[EXERCISE GOAL]: How many lines below include the word "heat"? State that number and nothing else.

Dataset entries

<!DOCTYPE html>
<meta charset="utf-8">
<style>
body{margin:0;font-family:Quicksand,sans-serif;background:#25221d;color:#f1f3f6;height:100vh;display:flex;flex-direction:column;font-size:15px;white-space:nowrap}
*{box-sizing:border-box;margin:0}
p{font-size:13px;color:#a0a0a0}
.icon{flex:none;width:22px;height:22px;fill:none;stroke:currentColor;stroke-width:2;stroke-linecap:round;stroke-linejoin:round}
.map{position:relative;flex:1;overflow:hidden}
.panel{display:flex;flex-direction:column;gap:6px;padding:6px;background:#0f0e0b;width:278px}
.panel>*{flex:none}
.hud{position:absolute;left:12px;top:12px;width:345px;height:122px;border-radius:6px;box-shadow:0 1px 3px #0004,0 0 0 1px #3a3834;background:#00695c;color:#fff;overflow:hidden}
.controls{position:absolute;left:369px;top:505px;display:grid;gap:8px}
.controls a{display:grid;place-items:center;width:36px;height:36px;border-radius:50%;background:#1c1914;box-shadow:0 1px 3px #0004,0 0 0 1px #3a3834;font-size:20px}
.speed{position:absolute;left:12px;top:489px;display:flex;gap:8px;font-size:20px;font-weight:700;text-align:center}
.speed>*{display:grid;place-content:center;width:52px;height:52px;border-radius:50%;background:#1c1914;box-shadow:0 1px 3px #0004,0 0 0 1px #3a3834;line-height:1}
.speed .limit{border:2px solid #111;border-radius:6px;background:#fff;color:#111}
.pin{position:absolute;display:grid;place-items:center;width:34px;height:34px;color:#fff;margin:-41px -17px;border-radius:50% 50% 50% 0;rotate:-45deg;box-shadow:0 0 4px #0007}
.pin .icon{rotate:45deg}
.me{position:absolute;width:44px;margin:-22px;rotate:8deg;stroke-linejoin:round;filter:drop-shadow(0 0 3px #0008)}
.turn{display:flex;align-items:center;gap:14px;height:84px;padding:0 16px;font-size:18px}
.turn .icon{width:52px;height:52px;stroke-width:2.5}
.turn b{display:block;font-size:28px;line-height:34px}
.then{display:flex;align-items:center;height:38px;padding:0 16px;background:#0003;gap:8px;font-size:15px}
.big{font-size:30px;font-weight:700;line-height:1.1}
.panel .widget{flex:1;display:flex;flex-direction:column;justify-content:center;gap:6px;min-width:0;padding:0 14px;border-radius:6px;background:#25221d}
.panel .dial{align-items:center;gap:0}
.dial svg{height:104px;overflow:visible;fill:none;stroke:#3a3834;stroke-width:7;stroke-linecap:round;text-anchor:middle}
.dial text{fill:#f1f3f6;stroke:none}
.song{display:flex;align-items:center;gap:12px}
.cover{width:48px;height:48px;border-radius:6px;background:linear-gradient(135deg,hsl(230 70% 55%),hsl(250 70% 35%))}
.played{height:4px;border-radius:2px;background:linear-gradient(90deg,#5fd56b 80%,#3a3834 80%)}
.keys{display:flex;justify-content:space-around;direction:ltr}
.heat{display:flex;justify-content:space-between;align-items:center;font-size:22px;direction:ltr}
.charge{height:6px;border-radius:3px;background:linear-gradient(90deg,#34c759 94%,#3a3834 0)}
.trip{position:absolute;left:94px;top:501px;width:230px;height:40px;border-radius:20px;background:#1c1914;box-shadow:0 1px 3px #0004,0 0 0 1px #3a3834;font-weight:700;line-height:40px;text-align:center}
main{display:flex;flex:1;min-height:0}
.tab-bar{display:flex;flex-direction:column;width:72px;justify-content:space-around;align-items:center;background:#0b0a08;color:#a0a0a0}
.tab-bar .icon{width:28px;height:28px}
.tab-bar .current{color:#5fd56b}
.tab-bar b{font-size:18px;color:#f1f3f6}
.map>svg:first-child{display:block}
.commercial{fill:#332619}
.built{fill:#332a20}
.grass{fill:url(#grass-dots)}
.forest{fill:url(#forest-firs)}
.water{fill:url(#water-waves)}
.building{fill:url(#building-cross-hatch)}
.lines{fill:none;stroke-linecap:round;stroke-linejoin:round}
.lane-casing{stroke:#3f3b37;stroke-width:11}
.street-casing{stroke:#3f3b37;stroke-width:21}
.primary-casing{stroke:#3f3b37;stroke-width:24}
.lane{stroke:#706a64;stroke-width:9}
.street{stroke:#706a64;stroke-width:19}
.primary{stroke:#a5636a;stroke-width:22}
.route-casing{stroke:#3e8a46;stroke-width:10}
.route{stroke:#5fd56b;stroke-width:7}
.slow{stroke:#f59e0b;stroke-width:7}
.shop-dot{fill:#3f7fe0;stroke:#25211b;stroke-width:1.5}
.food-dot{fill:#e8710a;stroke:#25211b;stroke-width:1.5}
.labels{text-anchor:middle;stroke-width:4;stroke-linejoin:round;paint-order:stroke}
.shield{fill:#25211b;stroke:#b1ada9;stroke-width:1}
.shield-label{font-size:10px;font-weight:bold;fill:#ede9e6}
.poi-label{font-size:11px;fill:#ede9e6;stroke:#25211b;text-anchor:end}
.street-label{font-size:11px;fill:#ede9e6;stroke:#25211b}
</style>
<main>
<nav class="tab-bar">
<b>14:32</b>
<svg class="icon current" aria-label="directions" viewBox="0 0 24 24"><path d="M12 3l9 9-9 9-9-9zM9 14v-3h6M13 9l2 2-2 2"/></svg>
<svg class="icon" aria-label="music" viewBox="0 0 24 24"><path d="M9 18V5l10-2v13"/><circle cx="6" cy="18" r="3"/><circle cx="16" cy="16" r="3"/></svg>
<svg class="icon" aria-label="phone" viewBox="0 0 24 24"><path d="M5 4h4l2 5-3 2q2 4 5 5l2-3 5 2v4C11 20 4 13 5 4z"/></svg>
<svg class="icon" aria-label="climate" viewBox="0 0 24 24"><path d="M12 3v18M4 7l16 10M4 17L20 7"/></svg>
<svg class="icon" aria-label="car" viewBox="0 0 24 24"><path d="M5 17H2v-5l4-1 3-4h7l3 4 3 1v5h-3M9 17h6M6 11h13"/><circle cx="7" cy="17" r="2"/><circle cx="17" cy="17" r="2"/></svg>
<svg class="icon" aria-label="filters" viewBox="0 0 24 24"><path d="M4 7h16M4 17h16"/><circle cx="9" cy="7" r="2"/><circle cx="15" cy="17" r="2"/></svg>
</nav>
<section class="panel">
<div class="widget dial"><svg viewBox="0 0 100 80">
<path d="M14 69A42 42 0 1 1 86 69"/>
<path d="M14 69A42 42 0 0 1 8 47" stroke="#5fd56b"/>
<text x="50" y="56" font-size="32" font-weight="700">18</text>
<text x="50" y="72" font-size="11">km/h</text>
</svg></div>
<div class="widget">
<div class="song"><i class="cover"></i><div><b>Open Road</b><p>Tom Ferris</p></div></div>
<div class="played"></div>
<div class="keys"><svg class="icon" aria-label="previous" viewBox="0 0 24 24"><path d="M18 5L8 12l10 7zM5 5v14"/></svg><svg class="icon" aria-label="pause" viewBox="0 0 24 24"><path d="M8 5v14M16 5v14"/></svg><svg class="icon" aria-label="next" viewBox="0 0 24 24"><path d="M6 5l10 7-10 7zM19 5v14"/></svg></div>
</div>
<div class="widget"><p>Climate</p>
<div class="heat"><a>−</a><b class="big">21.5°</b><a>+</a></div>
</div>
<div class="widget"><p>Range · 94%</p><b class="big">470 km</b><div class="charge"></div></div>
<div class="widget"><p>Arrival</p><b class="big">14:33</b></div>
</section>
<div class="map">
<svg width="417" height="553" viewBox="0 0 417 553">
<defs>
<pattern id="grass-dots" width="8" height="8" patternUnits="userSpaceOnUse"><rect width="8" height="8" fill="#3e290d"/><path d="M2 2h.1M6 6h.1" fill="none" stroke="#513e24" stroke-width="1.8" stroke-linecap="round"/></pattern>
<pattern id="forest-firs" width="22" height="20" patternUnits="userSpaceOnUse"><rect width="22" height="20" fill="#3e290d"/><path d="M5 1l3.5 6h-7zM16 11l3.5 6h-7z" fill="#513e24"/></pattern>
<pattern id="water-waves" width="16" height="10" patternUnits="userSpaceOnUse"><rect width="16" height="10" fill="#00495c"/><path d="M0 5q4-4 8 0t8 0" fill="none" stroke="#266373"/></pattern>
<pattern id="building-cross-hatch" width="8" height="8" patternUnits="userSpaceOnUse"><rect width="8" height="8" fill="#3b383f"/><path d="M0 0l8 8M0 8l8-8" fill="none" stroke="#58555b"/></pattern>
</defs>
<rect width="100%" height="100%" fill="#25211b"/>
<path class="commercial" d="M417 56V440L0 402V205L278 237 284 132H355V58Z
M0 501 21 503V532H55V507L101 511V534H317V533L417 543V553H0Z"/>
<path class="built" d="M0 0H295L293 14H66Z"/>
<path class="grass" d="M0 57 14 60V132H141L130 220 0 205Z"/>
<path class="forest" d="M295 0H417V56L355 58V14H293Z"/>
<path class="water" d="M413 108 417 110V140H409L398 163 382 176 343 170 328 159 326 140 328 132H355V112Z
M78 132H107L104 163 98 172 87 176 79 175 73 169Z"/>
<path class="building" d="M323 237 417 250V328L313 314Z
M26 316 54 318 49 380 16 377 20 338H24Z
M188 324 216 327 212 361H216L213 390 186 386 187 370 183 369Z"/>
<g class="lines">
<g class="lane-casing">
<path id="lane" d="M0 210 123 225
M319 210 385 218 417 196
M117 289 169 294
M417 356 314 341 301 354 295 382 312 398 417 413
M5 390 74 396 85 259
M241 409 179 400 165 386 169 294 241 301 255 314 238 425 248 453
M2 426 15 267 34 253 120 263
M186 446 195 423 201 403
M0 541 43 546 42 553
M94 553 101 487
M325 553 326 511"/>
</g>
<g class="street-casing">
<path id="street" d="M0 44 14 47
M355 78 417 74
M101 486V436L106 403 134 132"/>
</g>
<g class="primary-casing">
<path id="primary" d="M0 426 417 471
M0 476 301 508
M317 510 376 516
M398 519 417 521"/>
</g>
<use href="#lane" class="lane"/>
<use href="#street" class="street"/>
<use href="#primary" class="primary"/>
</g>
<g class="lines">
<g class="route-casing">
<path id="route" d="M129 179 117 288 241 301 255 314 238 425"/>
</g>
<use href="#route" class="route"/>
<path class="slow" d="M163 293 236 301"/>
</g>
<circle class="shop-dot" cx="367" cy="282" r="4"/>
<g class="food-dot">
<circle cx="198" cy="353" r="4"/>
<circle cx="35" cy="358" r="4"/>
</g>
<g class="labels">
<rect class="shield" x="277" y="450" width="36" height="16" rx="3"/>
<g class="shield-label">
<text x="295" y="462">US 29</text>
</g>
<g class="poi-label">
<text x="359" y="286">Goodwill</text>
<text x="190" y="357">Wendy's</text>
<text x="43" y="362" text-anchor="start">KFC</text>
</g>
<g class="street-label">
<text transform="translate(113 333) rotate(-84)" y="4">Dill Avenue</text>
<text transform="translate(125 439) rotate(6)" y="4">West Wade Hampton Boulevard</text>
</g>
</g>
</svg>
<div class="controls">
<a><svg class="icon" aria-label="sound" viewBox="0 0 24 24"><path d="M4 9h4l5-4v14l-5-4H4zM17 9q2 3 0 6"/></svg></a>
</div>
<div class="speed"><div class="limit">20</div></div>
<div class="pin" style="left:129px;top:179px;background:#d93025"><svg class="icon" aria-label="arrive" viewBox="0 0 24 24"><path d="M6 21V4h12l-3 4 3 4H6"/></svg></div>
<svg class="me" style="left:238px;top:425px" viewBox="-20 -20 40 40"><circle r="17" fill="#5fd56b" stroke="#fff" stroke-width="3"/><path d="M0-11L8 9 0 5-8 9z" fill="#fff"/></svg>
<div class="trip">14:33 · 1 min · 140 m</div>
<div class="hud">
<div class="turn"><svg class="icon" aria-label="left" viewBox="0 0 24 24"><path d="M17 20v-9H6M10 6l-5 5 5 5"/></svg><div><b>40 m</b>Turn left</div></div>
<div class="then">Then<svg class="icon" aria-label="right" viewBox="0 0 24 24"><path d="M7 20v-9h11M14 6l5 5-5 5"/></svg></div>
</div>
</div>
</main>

[WORKED SOLUTION]: 2